RESOLVED: Service Outage 10:39 GMT 26 Feb 2010

DETAIL: A routine disk resize has hung and we need to restart the filers

RESPONSE: We are currently rebooting the necessary servers. Service should be restored shortly

UPDATE 10:48: Service has been restored. Sorry for any inconvenience.

UPDATE 10:52: Another reboot has been required.

UPDATE 11:00: Service has been restored.

Tue, 5 Jan 2010

Eirik Pettersen

Tue, 5 Jan 2010, 21:44



RESOLVED: Service Outage 20:57 GMT 05 Jan 2010

DETAIL: Our database server has required an emergency restart

RESPONSE: We are currently restarting all dependent services

UPDATED 21:47 GMT: Services have been returned

UPDATED 10:17 GMT 06 Jan 2010: Our apologies for this very unexpected outage. All website data is safe and all services were returned to normal in 50 minutes.

We were due to upgrade the software licences on our database layer which should have happened automatically. Unfortunately, there was a miscommunication with our database vendor that caused our database layer to shut down. After emergency discussion with our vendor the issue was resolved.

This is a unique event and will not happen again.

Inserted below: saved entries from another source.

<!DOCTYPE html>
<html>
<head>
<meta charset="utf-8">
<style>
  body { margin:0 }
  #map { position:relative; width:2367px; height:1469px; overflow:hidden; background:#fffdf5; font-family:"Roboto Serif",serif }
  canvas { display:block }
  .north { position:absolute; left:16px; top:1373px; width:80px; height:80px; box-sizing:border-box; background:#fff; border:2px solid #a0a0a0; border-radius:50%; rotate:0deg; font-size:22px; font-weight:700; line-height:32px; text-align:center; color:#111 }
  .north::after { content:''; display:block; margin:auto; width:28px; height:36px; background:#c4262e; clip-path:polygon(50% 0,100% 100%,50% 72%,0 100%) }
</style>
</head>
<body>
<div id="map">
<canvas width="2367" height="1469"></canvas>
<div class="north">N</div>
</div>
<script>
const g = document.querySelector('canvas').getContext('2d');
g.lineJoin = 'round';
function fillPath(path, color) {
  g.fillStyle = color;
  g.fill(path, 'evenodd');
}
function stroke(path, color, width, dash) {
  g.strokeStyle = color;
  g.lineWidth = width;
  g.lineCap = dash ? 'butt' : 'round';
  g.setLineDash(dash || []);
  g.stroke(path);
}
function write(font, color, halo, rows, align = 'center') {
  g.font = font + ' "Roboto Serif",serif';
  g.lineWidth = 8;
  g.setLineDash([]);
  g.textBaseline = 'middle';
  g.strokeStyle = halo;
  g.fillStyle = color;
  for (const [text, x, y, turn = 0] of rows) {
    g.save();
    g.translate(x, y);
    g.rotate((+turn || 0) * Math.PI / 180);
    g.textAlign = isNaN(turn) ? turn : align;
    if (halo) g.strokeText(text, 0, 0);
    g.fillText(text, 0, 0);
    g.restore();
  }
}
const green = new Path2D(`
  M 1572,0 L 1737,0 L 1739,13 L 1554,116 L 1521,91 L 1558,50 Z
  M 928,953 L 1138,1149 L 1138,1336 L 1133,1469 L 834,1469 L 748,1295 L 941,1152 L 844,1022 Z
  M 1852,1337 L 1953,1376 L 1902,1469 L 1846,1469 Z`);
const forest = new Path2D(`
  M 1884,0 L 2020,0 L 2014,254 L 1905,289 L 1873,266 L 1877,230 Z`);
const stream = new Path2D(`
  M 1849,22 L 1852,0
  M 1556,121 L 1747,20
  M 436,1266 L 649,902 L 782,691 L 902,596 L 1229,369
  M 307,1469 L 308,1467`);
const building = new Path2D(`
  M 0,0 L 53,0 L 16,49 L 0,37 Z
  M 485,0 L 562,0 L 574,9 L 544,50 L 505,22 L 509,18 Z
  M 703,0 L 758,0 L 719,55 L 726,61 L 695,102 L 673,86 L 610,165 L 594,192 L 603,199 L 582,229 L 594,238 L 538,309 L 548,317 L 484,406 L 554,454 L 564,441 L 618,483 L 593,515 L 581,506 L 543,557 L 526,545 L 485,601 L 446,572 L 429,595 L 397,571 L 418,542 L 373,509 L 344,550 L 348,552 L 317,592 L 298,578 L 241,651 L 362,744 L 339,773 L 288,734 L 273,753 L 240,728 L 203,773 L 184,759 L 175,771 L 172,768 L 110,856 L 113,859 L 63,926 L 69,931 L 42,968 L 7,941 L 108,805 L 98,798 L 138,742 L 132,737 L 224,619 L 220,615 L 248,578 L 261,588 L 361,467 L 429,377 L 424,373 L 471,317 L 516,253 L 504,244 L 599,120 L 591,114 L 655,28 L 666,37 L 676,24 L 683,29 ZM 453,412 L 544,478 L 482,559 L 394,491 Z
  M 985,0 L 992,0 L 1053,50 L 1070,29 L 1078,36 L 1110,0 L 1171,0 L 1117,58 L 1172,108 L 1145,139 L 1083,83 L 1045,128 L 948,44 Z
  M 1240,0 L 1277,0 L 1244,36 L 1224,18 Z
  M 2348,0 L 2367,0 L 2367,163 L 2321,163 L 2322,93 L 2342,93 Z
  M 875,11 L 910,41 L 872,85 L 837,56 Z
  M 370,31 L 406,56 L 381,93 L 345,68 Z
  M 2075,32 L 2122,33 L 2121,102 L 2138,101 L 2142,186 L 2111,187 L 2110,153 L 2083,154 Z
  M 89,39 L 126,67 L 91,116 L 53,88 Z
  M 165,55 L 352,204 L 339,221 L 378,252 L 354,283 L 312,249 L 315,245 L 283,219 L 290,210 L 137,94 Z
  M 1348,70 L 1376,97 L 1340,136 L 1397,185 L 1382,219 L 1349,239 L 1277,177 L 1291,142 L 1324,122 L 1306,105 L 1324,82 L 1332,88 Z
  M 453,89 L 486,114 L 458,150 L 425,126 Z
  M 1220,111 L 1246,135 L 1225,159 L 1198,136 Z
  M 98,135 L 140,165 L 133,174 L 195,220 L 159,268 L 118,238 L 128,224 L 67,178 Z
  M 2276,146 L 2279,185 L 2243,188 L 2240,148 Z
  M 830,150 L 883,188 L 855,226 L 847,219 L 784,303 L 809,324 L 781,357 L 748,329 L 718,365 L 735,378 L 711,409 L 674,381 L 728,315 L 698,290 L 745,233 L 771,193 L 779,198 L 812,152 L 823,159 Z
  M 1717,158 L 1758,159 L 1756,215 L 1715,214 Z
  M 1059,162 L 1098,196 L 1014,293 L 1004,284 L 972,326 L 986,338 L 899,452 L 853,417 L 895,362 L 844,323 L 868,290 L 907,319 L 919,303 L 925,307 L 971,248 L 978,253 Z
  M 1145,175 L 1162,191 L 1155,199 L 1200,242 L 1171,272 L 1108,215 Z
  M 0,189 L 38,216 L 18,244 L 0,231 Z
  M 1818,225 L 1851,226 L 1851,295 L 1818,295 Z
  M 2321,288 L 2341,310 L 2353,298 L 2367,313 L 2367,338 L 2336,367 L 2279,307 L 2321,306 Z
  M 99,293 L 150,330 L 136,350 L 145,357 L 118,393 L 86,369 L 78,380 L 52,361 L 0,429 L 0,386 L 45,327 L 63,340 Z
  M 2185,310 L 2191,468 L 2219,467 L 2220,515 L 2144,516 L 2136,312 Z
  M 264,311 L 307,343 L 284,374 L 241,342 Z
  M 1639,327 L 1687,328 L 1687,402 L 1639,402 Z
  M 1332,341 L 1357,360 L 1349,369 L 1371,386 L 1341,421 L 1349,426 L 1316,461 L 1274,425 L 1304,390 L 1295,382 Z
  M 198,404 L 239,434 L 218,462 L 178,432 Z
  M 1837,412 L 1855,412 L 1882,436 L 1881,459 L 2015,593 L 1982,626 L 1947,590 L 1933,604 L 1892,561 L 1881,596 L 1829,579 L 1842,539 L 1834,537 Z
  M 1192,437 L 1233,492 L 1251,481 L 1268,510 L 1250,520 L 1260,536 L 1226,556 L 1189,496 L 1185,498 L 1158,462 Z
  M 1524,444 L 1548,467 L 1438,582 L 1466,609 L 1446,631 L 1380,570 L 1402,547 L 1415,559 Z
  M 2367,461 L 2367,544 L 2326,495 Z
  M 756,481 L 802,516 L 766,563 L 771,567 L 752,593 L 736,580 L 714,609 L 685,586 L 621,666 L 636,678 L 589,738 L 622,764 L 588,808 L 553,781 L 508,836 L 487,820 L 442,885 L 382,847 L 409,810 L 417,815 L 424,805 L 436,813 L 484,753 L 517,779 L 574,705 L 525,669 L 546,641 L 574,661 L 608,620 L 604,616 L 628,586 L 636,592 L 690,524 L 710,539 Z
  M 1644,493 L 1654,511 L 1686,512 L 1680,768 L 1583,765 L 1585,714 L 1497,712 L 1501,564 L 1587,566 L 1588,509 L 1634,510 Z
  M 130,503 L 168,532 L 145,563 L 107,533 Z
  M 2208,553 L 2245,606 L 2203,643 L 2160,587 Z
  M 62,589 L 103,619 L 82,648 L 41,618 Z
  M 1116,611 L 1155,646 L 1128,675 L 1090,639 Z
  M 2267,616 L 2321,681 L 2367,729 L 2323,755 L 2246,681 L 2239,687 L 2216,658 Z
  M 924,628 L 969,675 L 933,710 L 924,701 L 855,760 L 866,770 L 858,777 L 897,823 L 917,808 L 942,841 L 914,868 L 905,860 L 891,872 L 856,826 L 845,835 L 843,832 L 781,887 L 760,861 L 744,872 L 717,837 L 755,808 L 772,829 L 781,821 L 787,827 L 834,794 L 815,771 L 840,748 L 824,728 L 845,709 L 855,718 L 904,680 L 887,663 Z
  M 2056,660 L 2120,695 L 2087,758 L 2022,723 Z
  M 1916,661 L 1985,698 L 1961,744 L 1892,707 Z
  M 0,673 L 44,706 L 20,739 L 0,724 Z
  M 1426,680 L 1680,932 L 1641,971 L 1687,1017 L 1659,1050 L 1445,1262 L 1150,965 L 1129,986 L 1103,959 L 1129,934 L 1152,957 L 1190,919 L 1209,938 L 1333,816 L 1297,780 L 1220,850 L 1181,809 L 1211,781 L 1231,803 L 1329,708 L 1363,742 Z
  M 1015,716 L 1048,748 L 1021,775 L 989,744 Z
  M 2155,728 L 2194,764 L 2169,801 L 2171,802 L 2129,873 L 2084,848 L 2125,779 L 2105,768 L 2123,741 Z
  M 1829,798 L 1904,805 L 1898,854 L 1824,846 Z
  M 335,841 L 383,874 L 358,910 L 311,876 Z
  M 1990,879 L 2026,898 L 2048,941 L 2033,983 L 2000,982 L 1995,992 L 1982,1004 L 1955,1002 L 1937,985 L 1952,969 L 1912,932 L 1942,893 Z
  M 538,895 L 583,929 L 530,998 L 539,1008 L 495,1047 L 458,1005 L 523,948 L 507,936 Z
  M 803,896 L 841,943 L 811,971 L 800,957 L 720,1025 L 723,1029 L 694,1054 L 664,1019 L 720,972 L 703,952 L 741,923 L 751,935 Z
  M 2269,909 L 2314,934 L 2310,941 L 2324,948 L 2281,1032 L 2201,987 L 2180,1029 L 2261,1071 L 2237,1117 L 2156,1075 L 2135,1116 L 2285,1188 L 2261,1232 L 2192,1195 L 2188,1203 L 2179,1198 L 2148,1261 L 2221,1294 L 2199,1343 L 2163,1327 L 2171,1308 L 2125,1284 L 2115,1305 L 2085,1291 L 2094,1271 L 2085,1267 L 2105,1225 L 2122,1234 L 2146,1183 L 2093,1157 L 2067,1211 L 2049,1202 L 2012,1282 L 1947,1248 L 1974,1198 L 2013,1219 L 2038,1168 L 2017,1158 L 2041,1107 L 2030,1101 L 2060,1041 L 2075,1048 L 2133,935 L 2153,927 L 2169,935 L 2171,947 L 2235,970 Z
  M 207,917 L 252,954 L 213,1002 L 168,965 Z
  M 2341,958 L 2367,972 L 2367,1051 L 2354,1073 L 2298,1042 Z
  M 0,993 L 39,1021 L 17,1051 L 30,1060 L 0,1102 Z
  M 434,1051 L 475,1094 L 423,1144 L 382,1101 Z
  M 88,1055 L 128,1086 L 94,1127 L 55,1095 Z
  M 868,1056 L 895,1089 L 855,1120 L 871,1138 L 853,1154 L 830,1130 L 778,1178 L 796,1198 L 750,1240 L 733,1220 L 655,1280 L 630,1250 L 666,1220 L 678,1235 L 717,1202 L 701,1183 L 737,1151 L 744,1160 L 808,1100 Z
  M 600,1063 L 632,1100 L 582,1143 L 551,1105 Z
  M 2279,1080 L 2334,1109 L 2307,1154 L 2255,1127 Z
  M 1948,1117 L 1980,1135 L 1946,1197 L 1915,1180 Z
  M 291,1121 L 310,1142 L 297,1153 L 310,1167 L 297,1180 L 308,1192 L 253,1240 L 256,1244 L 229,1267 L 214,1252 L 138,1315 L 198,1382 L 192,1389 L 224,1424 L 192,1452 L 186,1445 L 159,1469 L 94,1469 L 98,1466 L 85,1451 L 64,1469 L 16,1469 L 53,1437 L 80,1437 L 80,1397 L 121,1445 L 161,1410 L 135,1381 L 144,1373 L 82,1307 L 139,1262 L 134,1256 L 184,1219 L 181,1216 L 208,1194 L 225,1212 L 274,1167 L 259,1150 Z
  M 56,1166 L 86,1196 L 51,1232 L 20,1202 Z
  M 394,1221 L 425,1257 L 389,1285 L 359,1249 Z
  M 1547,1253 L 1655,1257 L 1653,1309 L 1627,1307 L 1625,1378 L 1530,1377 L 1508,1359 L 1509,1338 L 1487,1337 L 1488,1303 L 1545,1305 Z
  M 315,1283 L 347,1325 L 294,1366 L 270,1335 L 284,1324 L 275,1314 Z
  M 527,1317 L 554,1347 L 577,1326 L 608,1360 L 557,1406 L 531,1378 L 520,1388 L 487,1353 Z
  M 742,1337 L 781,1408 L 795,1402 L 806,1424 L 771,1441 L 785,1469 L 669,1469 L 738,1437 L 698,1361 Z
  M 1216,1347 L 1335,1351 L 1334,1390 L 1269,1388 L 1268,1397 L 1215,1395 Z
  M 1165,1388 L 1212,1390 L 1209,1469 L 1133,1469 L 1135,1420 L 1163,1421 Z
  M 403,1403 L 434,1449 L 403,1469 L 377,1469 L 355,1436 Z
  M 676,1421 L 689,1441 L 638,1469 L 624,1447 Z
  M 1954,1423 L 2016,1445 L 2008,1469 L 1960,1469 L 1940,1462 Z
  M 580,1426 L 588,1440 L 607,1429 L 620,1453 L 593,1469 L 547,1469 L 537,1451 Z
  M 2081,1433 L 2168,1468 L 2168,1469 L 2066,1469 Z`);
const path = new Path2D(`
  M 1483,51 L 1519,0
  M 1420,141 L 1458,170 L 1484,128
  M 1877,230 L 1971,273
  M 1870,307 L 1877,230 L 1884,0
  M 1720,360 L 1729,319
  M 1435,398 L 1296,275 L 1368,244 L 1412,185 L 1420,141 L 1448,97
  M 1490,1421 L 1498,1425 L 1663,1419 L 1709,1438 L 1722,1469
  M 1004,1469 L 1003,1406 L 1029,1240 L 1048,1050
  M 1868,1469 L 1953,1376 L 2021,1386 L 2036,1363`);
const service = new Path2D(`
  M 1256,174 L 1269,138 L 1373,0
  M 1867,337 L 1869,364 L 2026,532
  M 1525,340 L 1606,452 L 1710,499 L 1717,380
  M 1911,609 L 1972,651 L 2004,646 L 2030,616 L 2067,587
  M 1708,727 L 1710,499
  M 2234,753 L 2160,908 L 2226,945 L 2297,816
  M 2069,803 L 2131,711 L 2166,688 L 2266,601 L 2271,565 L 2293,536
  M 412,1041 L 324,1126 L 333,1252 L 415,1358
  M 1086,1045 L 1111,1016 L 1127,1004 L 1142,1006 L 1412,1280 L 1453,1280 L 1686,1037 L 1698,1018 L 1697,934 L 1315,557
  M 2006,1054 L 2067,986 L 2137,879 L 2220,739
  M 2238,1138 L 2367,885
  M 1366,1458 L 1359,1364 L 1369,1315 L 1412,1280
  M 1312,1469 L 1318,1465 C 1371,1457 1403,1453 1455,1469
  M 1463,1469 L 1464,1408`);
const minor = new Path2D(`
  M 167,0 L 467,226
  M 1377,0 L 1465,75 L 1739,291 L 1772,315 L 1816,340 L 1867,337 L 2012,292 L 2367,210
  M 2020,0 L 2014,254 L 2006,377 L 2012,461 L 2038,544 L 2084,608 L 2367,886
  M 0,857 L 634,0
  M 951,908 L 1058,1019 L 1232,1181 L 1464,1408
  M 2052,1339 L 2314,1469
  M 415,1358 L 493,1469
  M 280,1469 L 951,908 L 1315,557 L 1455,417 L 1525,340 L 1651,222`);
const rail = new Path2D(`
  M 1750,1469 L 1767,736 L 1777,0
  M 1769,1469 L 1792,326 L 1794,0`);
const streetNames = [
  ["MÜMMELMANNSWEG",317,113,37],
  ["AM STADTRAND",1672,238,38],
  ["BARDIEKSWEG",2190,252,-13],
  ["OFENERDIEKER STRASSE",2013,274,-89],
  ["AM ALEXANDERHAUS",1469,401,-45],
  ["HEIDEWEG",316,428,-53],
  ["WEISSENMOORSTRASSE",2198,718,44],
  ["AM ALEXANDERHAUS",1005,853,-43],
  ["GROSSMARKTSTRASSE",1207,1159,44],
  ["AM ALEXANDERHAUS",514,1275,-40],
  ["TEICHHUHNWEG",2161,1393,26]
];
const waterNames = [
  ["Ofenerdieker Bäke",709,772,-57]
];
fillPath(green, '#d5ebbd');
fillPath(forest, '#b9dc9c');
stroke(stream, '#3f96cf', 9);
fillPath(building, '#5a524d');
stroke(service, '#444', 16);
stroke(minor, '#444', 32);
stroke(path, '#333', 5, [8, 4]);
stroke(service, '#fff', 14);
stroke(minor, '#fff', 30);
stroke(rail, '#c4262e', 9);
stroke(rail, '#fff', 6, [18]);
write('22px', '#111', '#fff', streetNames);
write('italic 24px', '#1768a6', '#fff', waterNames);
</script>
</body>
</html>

We can only apologise for the inconvenience caused by this downtime.

Fri, 27 Nov 2009

Eirik Pettersen

Fri, 27 Nov 2009, 14:35



RESOLVED: Service Outage 14:31 GMT 27 Nov 2009

DETAIL: We are currently experiencing a problem accessing our filers

RESPONSE: We will need to reset the service, this should not take much time

UPDATED 14:47: The restart was successful.

Tue, 24 Nov 2009

Walt

Tue, 24 Nov 2009, 22:14



RESOLVED: Service Outage 24 November 22:09 GMT

DETAIL: We are currently experiencing another a problem with our internet connectivity.

RESPONSE: We are working with our provider to restore services as soon as possible.

UPDATED 22:24: Our network provider has confirmed the problem and are working to restore service.

UPDATED 22:52: Services appear to have been restored.

UPDATED 11:03 30 Nov: Incident report from Telstra Added

FOLLOW UP: We have received the following incident report from our upstream provider:-

UPDATE TO TELSTRA INCIDENT REPORT FOR OUTAGES ON 23 AND 24 NOV 2009

Having identified the root cause of the previous day’s incident engineers planned an activity to configure the x.x.0.0/16 summary route on to the appropriate Juniper core routers to allow a future decommissioning of the legacy routers. The configuration of this summary route on the Juniper core routers resulted in Internet services for certain customers being affected again.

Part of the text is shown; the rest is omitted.